Unfortunately, due to the complexity and specialized nature of AVX-512, such optimizations are typically reserved for performance-critical applications and require expertise in low-level programming and processor microarchitecture.
And how many people have access to avx 512? Genuine question, iirc Intel discontinued it right?
As someone who has done some hand coding of AVX-512, I appreciate their willingness to take this on. Getting the input vectors setup correctly for the instructions can be a hassle, especially when the input dataset is not an even multiple of 64.
The only thing the article adds to the headline is that it’s not possible on new Intel chips. This article seems significantly better.
Relevant section:
Intel made waves when it disabled AVX-512 support at the firmware level on 12th-gen Core processors and later models, effectively removing the SIMD ISA from its consumer chips.
nice.
can usually get a pretty good performance increase with hand writing asm where appropriate.
don’t know if its a coincidence, but i’ve never seen someone who’s good at writing assembly say that its never useful.
Though you’d get the same speedup if you used SIMD intrinsics. This is just comparing non-SIMD to SIMD.
from the article it’s not clear what the performance boost is relative to intrinsics (its extremely unlikely to be anything close to 94x lol), its not even clear from the article if the avx2 implementation they benchmarked against was instrinsics or handwritten either. in some cases avx2 seems to slightly outperform avx-512 in their implementation
there’s also so many different ways to break a problem down that i’m not sure this is an ideal showcase, at least without more information.
to be fair to the presenters they may not be the ones making the specific flavour of hype that the article writers are.
deleted by creator
yes, as i said
from the article it’s not clear what the performance boost is relative to intrinsics
(they don’t make that comparison in the article)
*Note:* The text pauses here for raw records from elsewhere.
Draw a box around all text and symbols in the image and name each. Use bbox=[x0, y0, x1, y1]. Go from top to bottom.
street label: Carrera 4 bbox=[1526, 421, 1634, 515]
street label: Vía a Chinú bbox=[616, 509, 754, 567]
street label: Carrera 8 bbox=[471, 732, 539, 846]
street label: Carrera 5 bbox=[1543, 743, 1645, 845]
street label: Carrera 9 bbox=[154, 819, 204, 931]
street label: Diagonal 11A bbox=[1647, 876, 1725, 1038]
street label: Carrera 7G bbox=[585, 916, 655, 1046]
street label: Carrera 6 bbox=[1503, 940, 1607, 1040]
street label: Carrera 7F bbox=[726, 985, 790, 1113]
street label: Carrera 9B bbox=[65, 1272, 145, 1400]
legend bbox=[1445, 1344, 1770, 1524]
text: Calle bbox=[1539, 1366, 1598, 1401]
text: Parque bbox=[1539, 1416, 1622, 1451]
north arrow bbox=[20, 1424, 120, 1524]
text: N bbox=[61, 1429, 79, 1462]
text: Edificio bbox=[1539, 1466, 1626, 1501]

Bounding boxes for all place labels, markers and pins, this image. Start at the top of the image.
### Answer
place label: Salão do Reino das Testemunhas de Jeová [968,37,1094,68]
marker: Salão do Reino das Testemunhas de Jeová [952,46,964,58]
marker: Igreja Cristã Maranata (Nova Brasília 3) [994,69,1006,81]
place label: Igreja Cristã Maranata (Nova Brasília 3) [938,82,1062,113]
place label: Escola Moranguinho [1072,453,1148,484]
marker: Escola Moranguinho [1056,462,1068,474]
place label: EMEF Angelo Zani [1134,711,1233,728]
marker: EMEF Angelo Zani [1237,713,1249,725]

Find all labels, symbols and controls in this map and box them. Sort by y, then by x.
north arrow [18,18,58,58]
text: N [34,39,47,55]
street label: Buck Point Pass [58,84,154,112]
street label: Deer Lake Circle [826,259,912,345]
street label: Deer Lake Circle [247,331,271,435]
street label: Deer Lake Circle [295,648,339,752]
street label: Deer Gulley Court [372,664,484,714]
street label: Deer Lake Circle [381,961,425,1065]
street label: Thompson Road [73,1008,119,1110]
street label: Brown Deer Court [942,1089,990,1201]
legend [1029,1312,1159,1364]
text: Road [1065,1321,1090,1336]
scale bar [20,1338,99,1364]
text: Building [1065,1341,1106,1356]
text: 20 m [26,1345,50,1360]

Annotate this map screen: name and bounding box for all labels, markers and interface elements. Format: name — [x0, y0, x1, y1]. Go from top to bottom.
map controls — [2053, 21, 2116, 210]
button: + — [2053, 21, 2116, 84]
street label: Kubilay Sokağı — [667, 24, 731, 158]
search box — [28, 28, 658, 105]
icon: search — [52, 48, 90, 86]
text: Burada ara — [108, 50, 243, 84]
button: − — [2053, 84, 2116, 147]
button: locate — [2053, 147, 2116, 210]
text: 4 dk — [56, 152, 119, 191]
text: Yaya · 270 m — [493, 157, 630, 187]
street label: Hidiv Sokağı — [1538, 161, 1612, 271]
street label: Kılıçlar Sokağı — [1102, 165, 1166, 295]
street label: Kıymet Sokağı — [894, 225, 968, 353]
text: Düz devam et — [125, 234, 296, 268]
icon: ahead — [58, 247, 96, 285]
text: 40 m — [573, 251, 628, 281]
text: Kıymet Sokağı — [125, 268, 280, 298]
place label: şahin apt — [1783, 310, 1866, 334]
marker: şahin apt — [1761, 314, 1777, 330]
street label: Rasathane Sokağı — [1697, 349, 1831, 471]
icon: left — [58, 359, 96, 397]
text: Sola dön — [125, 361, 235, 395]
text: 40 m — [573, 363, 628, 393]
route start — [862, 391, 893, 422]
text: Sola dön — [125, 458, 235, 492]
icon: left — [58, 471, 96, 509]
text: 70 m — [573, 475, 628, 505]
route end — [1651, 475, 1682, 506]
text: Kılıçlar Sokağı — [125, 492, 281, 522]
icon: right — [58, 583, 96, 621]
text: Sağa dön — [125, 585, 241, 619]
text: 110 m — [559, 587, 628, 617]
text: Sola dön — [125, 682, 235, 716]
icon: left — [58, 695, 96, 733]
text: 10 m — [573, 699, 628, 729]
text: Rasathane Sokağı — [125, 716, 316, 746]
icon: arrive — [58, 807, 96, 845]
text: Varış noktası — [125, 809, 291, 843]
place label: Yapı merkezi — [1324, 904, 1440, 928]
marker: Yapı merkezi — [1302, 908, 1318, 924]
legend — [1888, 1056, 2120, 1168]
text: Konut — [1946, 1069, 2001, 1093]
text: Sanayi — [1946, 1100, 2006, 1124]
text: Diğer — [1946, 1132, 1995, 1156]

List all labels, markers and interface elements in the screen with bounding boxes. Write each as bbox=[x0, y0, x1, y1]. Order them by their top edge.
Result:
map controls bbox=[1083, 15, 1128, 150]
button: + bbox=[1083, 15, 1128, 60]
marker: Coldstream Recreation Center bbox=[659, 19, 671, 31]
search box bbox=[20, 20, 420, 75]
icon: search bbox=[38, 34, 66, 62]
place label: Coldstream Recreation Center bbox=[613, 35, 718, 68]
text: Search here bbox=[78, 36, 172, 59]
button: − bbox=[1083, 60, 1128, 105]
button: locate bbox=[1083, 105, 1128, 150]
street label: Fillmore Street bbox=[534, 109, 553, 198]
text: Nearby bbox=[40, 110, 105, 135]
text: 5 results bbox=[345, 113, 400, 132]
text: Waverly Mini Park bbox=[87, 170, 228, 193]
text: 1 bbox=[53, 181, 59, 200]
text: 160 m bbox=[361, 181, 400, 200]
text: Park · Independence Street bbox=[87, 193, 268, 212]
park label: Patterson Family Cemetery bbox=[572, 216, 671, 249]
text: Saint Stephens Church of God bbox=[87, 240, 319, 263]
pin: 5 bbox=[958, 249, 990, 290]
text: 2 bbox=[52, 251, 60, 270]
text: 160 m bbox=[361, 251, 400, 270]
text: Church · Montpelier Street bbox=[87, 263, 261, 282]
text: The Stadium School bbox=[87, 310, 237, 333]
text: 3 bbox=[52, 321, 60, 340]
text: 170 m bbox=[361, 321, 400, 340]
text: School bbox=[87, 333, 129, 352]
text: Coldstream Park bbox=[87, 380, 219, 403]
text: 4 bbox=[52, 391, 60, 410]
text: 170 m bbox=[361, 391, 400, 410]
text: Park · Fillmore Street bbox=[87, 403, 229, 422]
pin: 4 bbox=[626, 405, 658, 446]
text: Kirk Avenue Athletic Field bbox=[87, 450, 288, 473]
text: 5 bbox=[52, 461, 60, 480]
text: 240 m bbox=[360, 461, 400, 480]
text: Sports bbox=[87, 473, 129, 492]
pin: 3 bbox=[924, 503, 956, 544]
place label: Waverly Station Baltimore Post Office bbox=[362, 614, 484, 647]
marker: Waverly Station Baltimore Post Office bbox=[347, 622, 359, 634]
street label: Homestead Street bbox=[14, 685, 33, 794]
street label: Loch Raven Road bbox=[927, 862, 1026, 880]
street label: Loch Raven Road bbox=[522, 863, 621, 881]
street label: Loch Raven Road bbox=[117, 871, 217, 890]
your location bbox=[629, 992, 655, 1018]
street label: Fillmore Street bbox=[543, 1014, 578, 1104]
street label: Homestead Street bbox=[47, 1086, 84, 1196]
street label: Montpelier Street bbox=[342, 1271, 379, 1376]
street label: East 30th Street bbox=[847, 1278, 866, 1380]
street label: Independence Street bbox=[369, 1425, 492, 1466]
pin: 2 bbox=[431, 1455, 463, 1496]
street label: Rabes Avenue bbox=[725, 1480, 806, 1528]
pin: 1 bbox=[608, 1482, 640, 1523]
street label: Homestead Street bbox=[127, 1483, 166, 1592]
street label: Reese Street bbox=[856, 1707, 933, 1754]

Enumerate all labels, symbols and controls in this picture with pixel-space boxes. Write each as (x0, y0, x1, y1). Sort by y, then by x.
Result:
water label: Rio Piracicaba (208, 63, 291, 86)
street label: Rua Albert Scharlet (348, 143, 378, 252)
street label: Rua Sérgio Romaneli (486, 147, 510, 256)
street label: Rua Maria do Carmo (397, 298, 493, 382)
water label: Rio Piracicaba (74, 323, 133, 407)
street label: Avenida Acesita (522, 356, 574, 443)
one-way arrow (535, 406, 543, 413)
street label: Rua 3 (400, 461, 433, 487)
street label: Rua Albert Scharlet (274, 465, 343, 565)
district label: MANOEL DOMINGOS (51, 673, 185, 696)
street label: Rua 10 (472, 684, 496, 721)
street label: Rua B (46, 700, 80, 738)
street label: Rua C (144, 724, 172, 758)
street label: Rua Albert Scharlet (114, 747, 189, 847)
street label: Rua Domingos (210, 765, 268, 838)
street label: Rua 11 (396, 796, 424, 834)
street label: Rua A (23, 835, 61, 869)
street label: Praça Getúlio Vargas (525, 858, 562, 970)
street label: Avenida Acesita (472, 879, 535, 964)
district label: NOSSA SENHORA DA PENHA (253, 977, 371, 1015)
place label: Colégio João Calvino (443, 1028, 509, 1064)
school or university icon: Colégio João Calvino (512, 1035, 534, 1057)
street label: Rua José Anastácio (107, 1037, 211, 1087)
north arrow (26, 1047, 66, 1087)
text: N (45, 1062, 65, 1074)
so its not clear exactly how handwritten asm compares to intrinsics in this specific comparison. we can’t assume their handwritten AVX-512 asm and instrinics AVX-512 will perform identically here, it may be better, or worse.
also worth noting they’re discussing benchmarking of a specific function, so overall performance on executing a given set of commands may be quite different depending what can and can’t be unrolled and in which order for different dependencies.
When this comes to the BSD’s, it will be interesting to see if there is a significant difference in multimedia. I bought Intel 11th gen over 10th for it’s AVX-512.